*What you should do*: Copy every line of the records below where the word "canvas" occurs.
* * * * * * *
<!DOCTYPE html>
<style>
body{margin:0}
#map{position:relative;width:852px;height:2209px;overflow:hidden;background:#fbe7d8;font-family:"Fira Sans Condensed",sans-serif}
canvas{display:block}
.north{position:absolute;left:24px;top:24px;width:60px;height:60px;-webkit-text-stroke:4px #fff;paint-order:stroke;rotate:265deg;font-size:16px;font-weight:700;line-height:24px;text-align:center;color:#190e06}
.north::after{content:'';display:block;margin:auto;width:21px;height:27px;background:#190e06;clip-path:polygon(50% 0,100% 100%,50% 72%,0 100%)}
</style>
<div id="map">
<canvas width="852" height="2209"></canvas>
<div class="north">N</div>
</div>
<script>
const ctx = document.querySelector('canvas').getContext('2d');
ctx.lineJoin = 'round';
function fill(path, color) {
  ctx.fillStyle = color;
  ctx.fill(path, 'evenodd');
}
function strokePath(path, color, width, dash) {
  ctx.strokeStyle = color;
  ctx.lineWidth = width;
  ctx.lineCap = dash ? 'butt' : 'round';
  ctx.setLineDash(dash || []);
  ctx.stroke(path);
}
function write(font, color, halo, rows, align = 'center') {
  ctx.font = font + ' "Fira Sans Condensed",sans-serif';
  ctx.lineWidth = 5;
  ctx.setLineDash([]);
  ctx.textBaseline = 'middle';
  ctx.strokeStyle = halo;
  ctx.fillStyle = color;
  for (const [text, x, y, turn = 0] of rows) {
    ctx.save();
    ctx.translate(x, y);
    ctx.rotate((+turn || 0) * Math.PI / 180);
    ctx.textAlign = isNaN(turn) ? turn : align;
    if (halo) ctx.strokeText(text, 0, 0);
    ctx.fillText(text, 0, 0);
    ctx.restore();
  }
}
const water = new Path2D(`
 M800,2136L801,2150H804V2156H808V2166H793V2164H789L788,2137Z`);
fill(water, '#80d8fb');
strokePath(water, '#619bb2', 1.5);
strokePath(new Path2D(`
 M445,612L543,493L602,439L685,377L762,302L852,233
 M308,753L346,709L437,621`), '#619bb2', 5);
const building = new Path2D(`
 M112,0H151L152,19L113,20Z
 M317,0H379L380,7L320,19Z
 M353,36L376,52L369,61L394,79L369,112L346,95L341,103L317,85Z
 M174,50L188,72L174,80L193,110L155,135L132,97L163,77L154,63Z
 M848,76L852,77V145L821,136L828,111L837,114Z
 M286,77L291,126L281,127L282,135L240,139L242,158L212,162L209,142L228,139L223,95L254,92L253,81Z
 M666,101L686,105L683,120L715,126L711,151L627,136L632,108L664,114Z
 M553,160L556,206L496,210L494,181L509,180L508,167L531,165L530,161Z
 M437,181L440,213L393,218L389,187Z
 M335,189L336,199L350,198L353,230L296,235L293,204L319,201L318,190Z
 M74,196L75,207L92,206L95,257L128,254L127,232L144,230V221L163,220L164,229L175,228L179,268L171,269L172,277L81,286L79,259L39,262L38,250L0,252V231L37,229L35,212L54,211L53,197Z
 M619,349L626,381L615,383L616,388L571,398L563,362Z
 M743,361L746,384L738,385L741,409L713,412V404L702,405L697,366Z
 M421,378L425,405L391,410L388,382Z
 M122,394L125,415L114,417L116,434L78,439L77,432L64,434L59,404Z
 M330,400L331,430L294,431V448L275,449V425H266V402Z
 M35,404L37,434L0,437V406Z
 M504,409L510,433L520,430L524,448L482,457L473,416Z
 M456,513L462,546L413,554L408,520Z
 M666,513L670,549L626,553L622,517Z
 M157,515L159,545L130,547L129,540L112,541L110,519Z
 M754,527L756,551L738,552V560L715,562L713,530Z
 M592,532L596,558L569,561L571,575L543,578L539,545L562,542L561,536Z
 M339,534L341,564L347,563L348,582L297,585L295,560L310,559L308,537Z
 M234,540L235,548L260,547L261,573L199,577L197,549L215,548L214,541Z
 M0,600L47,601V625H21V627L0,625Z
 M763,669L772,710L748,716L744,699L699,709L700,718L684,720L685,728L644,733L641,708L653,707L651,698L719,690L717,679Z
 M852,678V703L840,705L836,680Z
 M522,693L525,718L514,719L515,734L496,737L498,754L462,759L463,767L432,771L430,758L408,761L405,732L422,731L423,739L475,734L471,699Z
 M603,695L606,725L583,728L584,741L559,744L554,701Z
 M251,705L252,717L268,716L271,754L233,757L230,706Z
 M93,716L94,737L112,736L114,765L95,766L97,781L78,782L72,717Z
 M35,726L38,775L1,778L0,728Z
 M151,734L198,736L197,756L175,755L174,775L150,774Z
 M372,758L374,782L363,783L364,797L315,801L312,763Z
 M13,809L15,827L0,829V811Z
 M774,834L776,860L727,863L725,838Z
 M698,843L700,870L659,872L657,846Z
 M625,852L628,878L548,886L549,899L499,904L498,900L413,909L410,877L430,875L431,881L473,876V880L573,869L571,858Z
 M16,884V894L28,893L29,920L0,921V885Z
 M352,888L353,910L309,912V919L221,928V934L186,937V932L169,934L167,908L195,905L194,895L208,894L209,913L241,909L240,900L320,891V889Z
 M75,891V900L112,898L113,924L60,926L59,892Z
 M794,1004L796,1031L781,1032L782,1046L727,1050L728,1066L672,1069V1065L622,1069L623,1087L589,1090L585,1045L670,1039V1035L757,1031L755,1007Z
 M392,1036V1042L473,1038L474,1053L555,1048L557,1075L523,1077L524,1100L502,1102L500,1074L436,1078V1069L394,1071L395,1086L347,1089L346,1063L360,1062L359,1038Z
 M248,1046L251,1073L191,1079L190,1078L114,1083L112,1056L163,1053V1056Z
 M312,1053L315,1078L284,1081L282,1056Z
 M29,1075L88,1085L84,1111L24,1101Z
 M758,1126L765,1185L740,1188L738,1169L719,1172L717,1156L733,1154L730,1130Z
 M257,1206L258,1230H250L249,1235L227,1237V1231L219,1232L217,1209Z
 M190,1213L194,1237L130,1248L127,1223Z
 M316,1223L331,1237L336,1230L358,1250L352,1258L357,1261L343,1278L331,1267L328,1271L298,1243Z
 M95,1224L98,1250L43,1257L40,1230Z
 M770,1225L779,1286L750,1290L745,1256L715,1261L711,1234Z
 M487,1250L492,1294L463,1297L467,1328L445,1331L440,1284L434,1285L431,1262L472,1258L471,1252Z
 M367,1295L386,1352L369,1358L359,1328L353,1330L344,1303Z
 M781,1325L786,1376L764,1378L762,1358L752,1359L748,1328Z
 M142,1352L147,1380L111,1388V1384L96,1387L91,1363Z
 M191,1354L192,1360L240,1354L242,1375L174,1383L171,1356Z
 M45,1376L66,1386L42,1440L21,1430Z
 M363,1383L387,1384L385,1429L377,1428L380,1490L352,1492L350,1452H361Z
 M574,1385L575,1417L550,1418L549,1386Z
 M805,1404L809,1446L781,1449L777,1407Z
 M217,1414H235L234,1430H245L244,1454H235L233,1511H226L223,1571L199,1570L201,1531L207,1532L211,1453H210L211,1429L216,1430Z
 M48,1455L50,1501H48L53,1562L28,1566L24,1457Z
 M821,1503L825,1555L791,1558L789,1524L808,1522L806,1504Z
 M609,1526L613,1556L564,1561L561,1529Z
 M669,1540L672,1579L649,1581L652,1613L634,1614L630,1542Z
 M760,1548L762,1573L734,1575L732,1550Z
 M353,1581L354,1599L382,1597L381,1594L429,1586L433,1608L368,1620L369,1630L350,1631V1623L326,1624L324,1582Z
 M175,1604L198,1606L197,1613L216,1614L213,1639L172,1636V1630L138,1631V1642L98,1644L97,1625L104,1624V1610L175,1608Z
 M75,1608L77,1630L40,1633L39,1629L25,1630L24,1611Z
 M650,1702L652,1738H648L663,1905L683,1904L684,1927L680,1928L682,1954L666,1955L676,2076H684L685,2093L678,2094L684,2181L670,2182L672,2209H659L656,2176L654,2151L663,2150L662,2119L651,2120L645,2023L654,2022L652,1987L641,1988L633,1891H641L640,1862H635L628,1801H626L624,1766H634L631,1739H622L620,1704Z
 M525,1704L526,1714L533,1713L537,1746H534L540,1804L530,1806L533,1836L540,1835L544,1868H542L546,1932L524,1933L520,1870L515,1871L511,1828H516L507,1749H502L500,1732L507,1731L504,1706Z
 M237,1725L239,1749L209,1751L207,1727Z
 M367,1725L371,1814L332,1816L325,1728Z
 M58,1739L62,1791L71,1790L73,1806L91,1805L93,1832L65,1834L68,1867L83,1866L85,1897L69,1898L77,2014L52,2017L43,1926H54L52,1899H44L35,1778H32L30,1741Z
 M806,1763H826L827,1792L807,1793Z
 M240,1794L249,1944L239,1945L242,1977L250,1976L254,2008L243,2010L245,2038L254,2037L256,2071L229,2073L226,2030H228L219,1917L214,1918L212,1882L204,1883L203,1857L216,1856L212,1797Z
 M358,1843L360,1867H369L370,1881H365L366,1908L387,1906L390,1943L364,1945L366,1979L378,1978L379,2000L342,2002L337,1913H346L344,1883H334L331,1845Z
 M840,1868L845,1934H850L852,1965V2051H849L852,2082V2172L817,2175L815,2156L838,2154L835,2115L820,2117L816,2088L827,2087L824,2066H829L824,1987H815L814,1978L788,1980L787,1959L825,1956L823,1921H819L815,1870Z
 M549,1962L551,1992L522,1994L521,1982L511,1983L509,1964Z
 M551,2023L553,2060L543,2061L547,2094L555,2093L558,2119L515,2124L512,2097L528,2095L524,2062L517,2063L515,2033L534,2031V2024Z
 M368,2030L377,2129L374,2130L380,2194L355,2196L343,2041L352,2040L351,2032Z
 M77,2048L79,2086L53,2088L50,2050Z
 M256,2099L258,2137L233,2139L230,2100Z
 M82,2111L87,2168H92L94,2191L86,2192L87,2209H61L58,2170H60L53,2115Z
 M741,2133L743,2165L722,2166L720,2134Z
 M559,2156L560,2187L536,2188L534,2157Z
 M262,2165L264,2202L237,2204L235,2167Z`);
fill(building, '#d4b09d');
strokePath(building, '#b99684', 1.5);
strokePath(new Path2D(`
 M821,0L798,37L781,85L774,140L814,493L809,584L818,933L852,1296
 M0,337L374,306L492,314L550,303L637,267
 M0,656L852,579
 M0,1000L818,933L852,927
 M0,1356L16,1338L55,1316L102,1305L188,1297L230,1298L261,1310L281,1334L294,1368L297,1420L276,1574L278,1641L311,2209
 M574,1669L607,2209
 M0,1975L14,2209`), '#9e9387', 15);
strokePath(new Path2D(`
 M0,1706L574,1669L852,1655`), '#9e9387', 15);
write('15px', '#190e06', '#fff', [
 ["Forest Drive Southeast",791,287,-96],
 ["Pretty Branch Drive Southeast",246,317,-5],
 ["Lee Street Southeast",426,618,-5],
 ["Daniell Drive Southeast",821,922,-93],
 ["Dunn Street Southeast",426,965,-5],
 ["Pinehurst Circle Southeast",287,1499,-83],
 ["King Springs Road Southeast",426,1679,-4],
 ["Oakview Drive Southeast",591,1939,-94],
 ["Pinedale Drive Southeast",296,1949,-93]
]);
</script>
* * * * * * *
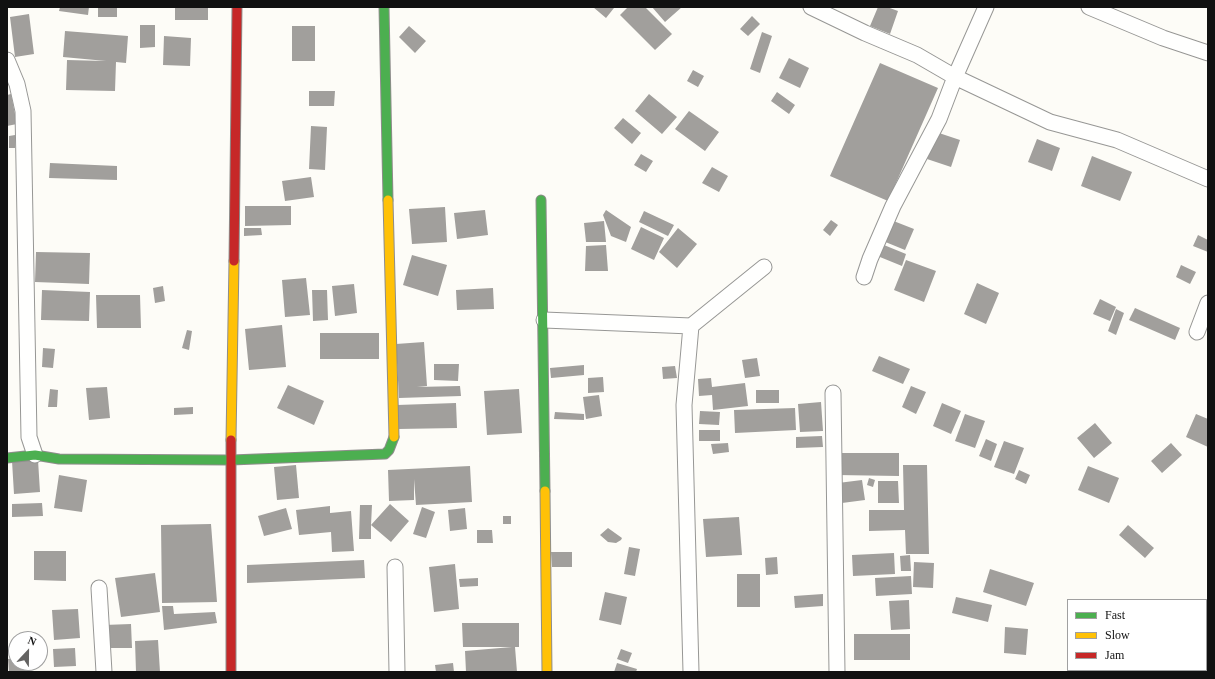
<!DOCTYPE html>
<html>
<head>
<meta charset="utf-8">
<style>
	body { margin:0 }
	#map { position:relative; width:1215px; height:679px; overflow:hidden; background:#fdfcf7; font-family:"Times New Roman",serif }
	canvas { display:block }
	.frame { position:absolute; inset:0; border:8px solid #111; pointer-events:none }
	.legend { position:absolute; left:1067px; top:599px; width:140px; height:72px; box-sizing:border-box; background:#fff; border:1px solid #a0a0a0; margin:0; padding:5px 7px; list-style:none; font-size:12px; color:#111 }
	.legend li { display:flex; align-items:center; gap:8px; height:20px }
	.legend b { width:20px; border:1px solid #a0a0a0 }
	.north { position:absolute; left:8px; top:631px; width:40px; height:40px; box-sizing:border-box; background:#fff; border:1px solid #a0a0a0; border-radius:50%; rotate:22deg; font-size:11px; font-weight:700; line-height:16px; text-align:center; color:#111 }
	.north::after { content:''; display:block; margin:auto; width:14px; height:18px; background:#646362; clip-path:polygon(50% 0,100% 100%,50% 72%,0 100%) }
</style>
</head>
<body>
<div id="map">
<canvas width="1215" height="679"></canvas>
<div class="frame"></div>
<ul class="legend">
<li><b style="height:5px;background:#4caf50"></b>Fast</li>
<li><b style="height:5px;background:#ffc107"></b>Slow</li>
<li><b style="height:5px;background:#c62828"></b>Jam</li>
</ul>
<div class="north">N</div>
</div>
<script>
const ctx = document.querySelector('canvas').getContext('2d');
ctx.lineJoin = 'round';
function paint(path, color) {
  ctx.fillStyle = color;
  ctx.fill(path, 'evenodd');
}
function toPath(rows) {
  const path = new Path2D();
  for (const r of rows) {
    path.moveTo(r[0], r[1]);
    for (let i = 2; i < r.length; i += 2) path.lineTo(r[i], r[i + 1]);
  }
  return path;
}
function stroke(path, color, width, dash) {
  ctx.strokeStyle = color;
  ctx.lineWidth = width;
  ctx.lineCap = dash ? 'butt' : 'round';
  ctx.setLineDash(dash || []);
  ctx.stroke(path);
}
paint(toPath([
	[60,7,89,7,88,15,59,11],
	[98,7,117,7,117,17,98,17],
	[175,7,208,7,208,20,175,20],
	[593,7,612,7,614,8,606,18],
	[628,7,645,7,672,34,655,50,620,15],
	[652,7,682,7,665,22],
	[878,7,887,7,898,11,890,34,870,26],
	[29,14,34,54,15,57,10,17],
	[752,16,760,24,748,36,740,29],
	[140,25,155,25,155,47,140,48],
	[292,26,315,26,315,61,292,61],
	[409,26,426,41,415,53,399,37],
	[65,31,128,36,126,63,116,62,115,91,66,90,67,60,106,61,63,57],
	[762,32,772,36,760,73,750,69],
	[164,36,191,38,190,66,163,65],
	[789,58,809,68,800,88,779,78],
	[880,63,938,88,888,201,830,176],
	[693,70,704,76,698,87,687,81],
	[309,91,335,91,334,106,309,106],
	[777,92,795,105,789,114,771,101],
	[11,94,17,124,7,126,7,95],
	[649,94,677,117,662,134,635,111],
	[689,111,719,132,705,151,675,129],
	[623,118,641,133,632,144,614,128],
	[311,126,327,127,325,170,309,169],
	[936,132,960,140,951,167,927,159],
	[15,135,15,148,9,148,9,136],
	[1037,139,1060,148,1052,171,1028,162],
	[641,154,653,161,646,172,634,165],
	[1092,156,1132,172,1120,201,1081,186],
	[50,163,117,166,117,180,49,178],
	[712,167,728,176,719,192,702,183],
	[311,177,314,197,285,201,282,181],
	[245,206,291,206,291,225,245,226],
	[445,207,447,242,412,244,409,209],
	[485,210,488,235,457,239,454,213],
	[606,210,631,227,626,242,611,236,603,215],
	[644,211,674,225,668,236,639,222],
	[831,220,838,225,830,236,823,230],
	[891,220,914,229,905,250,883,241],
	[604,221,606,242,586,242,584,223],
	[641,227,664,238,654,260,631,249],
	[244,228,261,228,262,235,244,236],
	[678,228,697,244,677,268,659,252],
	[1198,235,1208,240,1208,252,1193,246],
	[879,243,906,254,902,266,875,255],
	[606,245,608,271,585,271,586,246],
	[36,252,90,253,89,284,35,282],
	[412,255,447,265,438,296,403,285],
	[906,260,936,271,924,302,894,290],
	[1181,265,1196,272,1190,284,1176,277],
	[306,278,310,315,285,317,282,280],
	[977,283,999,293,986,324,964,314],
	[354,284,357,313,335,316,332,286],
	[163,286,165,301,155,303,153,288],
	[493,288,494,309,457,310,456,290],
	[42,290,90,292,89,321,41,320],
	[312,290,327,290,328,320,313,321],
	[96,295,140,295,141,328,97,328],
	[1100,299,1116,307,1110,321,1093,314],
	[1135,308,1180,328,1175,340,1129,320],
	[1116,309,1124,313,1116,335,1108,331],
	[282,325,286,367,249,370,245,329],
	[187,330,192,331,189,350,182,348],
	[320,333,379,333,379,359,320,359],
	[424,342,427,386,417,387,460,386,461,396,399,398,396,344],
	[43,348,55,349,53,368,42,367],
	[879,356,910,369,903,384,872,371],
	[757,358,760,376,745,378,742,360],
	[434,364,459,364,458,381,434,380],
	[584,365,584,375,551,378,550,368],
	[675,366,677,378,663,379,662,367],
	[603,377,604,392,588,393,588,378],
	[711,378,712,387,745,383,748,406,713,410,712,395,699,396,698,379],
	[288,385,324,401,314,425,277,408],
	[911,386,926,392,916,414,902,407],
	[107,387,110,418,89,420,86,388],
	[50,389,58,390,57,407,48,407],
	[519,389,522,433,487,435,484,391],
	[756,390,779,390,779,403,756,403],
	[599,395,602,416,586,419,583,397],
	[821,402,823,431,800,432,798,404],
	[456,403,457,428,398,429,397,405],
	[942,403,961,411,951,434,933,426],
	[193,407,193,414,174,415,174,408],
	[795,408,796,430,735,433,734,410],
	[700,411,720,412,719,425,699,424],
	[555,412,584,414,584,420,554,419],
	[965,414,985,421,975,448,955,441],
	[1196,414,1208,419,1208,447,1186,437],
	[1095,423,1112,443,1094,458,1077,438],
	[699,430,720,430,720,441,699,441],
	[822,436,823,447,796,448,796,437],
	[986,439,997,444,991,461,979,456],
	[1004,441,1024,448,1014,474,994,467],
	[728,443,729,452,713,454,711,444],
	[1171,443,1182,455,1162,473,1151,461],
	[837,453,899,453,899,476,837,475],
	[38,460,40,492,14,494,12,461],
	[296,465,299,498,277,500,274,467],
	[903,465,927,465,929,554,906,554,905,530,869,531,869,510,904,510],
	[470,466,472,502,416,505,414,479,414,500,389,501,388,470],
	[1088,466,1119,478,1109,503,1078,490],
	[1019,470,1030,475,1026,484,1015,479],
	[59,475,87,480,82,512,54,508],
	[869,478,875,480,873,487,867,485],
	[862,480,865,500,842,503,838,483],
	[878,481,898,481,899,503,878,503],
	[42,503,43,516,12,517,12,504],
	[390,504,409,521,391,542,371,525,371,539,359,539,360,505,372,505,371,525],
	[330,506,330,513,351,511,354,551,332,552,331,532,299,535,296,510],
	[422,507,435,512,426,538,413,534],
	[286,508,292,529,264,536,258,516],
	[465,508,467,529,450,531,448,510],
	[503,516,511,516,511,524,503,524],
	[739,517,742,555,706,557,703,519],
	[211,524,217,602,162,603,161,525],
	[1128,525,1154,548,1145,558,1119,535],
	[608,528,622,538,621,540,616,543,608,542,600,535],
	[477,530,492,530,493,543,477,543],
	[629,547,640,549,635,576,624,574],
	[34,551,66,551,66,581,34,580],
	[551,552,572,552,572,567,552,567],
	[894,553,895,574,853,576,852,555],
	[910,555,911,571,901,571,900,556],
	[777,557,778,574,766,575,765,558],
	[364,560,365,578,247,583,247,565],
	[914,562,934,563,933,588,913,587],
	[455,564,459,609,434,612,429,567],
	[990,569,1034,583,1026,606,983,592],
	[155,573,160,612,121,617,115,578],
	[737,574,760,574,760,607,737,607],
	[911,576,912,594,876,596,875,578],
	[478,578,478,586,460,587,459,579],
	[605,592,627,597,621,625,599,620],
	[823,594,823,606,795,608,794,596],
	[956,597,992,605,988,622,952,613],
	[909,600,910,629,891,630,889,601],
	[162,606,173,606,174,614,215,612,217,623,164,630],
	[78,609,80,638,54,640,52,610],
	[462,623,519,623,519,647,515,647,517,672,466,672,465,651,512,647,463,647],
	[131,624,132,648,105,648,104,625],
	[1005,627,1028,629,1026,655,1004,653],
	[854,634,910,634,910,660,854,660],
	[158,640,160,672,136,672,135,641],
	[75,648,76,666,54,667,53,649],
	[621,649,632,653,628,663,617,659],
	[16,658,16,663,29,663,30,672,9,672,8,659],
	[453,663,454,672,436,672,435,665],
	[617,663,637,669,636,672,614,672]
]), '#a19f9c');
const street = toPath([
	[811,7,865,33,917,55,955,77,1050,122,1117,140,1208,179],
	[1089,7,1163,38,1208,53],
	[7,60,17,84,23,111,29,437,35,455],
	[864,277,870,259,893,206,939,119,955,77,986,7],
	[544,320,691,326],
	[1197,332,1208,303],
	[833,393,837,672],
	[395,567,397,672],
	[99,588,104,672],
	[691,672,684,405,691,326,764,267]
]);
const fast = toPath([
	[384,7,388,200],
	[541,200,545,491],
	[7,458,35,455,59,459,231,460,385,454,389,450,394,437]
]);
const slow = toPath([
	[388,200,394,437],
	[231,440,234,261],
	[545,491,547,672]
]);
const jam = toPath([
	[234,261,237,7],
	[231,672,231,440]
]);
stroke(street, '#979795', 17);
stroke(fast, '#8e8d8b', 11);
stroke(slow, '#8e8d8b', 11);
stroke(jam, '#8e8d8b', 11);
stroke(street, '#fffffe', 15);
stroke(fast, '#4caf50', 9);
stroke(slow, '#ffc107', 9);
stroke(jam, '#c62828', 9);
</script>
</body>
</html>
* * * * * * *
*The answer*:
canvas{display:block}
<canvas width="852" height="2209"></canvas>
const ctx = document.querySelector('canvas').getContext('2d');
	canvas { display:block }
<canvas width="1215" height="679"></canvas>
const ctx = document.querySelector('canvas').getContext('2d');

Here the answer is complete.